What to do
Your task is to filter the data below down to the lines holding "list".

Data records:
*** Begin section ***

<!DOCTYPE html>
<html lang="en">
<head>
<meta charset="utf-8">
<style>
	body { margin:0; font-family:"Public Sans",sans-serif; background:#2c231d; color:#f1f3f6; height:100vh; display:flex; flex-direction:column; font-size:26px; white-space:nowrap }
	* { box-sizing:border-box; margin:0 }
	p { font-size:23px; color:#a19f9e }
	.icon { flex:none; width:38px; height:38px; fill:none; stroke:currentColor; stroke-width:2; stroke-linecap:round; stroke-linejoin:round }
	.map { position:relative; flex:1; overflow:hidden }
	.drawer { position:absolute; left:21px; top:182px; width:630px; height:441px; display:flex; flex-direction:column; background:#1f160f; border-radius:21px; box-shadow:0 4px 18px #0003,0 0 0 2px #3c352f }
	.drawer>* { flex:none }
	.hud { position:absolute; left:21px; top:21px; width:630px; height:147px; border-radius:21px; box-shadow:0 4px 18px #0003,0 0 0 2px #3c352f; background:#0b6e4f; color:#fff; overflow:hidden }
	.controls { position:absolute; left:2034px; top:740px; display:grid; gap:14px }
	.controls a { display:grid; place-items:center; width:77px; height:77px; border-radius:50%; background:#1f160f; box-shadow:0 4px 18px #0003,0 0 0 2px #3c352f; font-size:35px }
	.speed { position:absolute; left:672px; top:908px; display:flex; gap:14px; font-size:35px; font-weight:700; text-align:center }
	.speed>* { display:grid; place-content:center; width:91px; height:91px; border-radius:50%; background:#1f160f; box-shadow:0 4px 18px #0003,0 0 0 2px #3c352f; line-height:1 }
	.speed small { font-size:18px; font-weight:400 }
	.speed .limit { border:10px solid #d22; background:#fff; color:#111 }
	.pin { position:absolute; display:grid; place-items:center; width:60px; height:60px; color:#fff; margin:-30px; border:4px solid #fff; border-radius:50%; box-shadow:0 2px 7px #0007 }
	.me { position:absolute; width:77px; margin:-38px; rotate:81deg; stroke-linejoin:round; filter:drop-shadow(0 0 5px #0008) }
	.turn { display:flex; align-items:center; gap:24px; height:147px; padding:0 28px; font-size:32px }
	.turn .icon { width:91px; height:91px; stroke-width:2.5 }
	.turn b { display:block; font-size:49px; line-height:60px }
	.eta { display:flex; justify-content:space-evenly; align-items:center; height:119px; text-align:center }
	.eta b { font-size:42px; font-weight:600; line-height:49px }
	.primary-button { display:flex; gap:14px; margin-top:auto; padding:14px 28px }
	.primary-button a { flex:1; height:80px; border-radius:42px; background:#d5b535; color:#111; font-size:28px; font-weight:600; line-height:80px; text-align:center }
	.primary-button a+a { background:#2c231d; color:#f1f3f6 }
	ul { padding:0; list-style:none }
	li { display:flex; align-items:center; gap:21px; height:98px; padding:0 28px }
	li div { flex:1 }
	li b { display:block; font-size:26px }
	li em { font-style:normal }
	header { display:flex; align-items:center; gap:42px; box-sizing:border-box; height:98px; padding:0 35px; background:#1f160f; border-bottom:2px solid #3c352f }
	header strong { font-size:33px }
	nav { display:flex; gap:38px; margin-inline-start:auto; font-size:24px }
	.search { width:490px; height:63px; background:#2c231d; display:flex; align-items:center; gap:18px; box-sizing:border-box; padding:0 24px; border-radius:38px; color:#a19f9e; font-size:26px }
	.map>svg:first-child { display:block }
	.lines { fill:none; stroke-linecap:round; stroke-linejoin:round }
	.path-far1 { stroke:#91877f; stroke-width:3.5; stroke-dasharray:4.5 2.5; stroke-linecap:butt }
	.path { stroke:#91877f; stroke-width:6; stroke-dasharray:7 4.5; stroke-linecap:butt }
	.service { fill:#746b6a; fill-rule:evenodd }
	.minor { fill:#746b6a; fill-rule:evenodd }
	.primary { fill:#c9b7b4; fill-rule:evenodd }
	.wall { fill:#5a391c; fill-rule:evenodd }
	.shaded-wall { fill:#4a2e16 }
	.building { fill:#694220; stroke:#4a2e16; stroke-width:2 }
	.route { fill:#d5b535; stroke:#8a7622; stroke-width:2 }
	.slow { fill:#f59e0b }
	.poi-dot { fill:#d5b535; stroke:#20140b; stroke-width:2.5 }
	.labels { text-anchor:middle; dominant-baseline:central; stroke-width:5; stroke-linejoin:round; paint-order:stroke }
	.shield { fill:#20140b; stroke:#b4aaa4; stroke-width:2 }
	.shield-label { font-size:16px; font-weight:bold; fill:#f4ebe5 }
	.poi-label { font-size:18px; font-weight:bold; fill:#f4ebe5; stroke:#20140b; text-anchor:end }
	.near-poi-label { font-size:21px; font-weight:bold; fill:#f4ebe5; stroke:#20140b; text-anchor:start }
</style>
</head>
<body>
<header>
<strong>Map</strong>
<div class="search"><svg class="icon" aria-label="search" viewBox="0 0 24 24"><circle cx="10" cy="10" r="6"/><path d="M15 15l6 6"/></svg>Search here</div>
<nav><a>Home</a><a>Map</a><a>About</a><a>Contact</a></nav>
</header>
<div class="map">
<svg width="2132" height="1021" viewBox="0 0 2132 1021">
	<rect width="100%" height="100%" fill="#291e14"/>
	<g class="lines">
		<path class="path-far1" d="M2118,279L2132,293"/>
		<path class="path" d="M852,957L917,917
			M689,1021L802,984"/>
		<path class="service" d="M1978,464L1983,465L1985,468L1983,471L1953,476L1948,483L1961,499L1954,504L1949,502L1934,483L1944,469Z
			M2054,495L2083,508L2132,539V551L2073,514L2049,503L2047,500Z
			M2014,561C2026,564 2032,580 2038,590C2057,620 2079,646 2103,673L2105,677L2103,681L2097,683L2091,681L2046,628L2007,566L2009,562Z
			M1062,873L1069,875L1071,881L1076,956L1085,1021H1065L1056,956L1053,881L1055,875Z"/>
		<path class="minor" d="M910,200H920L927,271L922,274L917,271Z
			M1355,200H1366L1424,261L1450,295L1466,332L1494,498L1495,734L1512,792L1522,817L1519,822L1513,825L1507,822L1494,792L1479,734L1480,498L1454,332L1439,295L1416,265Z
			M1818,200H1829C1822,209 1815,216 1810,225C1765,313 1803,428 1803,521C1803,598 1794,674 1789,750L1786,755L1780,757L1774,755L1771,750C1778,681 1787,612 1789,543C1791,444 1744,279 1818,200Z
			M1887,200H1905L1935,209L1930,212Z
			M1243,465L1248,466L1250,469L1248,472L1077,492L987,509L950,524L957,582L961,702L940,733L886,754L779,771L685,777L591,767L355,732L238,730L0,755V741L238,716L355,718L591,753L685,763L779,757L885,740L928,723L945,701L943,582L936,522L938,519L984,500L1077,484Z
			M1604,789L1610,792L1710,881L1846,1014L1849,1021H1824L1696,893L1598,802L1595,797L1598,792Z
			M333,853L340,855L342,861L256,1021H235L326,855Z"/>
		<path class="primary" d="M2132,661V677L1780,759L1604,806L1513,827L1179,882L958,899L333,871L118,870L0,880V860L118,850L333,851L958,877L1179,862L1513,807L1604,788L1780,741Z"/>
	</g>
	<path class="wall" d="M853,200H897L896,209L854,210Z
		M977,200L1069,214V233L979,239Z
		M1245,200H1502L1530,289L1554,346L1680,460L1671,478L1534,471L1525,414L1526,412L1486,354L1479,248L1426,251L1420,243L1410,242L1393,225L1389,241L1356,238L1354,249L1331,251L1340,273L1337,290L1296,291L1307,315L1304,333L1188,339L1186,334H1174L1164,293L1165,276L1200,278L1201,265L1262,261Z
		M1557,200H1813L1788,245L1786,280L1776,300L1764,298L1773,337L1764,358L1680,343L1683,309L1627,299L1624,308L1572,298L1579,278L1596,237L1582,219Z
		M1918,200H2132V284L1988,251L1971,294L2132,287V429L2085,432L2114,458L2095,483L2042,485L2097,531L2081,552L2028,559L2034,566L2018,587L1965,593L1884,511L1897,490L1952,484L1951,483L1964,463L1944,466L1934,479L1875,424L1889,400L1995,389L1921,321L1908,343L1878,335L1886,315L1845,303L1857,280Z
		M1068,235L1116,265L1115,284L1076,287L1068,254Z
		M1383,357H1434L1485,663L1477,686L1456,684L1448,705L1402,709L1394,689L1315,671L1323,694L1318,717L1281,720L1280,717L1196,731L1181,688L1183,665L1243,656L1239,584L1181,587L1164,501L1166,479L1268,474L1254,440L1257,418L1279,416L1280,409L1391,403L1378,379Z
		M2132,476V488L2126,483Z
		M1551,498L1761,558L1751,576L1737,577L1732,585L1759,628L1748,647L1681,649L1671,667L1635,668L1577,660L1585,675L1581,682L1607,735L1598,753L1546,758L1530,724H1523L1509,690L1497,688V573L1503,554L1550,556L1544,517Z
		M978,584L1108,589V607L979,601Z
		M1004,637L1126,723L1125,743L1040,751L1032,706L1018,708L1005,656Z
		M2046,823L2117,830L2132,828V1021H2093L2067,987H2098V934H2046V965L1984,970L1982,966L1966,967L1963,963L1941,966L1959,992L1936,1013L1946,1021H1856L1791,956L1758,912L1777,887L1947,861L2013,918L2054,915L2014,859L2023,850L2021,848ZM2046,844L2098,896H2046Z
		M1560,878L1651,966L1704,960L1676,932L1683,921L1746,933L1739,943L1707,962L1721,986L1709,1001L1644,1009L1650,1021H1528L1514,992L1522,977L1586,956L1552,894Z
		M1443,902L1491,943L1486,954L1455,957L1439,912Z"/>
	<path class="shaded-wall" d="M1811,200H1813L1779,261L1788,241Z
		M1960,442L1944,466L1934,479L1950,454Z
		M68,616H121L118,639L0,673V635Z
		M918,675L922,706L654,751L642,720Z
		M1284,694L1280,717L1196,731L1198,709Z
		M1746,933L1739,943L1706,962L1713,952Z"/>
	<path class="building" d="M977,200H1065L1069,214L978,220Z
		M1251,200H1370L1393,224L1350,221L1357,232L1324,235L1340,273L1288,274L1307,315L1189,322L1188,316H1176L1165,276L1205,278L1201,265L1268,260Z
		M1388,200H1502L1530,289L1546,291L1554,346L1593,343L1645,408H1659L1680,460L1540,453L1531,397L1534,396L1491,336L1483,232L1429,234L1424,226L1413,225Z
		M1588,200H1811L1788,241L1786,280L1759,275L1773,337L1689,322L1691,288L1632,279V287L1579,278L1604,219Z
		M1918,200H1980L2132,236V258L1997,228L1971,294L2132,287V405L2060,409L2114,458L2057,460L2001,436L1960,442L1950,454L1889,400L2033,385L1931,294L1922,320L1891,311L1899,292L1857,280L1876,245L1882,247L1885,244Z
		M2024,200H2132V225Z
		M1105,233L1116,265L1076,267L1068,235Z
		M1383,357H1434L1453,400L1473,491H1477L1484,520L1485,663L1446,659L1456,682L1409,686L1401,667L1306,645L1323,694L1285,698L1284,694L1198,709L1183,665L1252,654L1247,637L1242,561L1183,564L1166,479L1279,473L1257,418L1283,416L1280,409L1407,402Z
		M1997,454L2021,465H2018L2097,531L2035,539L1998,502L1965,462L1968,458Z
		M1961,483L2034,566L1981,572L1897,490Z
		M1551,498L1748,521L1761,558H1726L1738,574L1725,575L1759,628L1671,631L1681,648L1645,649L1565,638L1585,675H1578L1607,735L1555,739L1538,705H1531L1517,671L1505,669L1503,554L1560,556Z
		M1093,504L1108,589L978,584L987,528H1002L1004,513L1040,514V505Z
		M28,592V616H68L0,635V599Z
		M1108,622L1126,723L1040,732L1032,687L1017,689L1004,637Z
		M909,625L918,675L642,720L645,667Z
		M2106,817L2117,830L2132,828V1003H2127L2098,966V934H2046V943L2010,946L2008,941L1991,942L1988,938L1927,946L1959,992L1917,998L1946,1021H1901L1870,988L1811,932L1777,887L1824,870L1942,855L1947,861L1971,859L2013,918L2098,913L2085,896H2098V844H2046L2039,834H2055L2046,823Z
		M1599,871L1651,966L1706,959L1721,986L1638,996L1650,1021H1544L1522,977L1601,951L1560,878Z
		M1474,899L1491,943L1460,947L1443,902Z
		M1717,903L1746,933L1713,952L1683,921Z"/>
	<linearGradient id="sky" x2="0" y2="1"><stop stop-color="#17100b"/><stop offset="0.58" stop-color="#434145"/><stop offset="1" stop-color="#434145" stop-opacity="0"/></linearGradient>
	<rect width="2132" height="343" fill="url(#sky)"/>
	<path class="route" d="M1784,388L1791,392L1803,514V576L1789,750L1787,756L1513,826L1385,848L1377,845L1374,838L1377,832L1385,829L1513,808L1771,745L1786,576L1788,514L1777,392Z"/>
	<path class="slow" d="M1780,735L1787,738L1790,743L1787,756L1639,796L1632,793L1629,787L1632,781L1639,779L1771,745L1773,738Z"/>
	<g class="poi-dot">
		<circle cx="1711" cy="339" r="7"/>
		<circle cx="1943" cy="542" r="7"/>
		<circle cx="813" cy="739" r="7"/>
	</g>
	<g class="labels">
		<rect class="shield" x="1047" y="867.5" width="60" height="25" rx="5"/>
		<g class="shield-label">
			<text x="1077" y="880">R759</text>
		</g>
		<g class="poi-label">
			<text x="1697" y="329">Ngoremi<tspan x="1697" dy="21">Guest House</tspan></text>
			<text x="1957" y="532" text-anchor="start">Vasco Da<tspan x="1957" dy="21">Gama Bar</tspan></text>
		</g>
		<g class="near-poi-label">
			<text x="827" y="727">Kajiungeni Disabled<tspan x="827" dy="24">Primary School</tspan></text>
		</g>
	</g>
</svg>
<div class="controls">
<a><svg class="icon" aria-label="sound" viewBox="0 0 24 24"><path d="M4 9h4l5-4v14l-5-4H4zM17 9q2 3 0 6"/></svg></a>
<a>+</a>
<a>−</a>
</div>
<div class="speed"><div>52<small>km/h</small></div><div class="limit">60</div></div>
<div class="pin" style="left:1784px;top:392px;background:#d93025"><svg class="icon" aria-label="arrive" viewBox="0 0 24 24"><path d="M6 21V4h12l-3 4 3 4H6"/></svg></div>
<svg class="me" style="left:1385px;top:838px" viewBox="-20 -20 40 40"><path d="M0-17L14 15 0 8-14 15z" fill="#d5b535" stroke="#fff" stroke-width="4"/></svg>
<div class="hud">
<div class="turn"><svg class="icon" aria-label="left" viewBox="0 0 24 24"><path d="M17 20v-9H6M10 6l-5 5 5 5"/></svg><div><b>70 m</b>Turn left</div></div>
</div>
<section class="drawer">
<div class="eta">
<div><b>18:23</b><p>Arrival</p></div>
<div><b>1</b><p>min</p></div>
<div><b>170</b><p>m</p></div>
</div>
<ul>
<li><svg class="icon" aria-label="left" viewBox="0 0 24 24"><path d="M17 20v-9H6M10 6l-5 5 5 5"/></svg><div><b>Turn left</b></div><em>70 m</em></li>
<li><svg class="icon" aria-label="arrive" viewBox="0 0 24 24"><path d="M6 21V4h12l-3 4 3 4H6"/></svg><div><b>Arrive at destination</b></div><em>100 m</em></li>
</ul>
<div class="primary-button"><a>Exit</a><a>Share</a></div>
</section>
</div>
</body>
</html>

*** End section ***
*** Begin section ***

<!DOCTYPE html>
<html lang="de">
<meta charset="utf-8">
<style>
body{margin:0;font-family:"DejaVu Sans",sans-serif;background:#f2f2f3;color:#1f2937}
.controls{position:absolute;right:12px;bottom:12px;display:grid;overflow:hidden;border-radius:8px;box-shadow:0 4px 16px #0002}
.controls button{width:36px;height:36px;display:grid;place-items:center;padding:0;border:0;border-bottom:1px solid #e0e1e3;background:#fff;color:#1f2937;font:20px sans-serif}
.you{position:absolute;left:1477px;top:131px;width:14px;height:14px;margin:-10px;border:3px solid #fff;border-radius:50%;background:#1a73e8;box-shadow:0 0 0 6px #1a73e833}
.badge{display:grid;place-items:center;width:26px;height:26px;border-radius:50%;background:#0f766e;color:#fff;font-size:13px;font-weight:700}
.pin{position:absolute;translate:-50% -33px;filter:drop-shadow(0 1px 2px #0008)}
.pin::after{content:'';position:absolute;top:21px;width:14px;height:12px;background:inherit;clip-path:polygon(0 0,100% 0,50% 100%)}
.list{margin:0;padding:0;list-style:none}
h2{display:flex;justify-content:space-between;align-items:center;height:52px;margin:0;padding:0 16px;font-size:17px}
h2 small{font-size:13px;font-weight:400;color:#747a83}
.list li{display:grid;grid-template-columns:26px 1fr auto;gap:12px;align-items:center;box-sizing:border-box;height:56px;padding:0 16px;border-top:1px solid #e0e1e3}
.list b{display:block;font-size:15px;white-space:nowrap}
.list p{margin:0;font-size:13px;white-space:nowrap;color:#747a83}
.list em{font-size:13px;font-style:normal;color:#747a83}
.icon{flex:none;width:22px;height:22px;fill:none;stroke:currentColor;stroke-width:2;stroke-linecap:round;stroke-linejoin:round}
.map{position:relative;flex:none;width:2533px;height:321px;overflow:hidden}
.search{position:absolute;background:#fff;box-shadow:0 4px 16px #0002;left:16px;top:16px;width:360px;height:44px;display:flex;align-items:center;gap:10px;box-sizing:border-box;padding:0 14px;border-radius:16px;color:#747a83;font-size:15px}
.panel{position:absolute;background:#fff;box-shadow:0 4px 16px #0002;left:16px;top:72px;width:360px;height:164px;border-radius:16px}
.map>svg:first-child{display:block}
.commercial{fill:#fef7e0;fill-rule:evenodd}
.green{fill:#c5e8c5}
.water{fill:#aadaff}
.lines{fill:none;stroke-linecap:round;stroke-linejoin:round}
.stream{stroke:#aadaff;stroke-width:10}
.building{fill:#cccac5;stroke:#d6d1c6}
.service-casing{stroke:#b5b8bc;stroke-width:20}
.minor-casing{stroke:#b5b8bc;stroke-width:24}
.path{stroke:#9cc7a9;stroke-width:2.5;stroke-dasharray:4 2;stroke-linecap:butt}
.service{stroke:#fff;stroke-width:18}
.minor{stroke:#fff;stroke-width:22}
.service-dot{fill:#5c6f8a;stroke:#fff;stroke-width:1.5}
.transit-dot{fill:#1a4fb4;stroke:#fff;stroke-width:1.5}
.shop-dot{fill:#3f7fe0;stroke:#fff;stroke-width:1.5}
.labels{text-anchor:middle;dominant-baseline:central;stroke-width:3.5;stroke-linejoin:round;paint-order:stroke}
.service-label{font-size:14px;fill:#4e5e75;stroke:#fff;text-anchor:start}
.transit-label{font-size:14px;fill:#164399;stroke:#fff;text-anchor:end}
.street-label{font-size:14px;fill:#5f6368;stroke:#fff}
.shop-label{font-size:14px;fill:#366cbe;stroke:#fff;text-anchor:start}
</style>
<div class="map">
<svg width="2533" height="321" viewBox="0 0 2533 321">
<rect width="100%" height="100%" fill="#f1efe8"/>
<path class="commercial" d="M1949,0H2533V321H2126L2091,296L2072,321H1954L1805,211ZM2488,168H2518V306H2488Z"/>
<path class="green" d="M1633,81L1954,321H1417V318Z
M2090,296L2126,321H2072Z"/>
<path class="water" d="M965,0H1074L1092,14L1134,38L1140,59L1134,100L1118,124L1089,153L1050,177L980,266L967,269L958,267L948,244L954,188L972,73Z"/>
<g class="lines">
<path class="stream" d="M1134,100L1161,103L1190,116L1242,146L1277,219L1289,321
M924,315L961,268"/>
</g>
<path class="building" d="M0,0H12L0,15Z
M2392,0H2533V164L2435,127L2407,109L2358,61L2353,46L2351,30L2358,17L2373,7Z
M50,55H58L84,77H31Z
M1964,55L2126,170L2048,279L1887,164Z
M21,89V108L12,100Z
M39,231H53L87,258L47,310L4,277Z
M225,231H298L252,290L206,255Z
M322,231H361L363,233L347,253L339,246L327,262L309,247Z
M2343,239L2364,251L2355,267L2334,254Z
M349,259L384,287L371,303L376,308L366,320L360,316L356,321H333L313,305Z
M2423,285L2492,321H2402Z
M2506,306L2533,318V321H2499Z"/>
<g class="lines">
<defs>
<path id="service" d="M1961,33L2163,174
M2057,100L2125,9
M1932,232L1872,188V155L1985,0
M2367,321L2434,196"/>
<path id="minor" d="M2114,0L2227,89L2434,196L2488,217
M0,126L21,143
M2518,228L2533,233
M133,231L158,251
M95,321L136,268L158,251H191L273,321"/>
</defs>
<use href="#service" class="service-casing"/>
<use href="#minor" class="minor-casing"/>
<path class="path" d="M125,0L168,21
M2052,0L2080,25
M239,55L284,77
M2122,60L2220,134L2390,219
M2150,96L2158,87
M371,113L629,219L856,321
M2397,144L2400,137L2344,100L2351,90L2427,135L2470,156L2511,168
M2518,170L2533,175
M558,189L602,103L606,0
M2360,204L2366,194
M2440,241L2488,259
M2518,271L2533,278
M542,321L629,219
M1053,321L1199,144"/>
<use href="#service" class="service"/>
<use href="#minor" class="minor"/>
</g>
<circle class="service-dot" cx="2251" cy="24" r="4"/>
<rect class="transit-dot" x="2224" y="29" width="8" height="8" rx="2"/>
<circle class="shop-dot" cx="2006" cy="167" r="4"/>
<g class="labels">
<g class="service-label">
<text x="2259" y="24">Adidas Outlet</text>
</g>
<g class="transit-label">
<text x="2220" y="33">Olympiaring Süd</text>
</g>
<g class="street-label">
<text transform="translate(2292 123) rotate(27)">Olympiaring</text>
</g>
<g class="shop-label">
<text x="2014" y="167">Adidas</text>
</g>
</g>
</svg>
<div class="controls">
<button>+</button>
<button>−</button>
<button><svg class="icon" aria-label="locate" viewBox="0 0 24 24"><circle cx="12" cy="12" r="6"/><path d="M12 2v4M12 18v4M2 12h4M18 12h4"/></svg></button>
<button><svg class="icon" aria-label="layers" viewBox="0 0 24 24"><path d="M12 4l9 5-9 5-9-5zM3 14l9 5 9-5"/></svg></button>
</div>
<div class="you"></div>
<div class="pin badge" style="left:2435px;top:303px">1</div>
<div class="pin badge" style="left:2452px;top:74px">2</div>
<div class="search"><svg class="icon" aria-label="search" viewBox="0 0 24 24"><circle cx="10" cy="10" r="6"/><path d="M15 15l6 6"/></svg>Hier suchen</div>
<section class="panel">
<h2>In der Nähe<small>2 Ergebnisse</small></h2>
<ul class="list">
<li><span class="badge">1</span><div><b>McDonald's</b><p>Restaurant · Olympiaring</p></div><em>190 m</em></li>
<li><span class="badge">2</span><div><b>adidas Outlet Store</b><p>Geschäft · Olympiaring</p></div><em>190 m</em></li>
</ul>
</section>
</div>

*** End section ***

Result of this exercise
	ul { padding:0; list-style:none }
.list{margin:0;padding:0;list-style:none}
.list li{display:grid;grid-template-columns:26px 1fr auto;gap:12px;align-items:center;box-sizing:border-box;height:56px;padding:0 16px;border-top:1px solid #e0e1e3}
.list b{display:block;font-size:15px;white-space:nowrap}
.list p{margin:0;font-size:13px;white-space:nowrap;color:#747a83}
.list em{font-size:13px;font-style:normal;color:#747a83}
<ul class="list">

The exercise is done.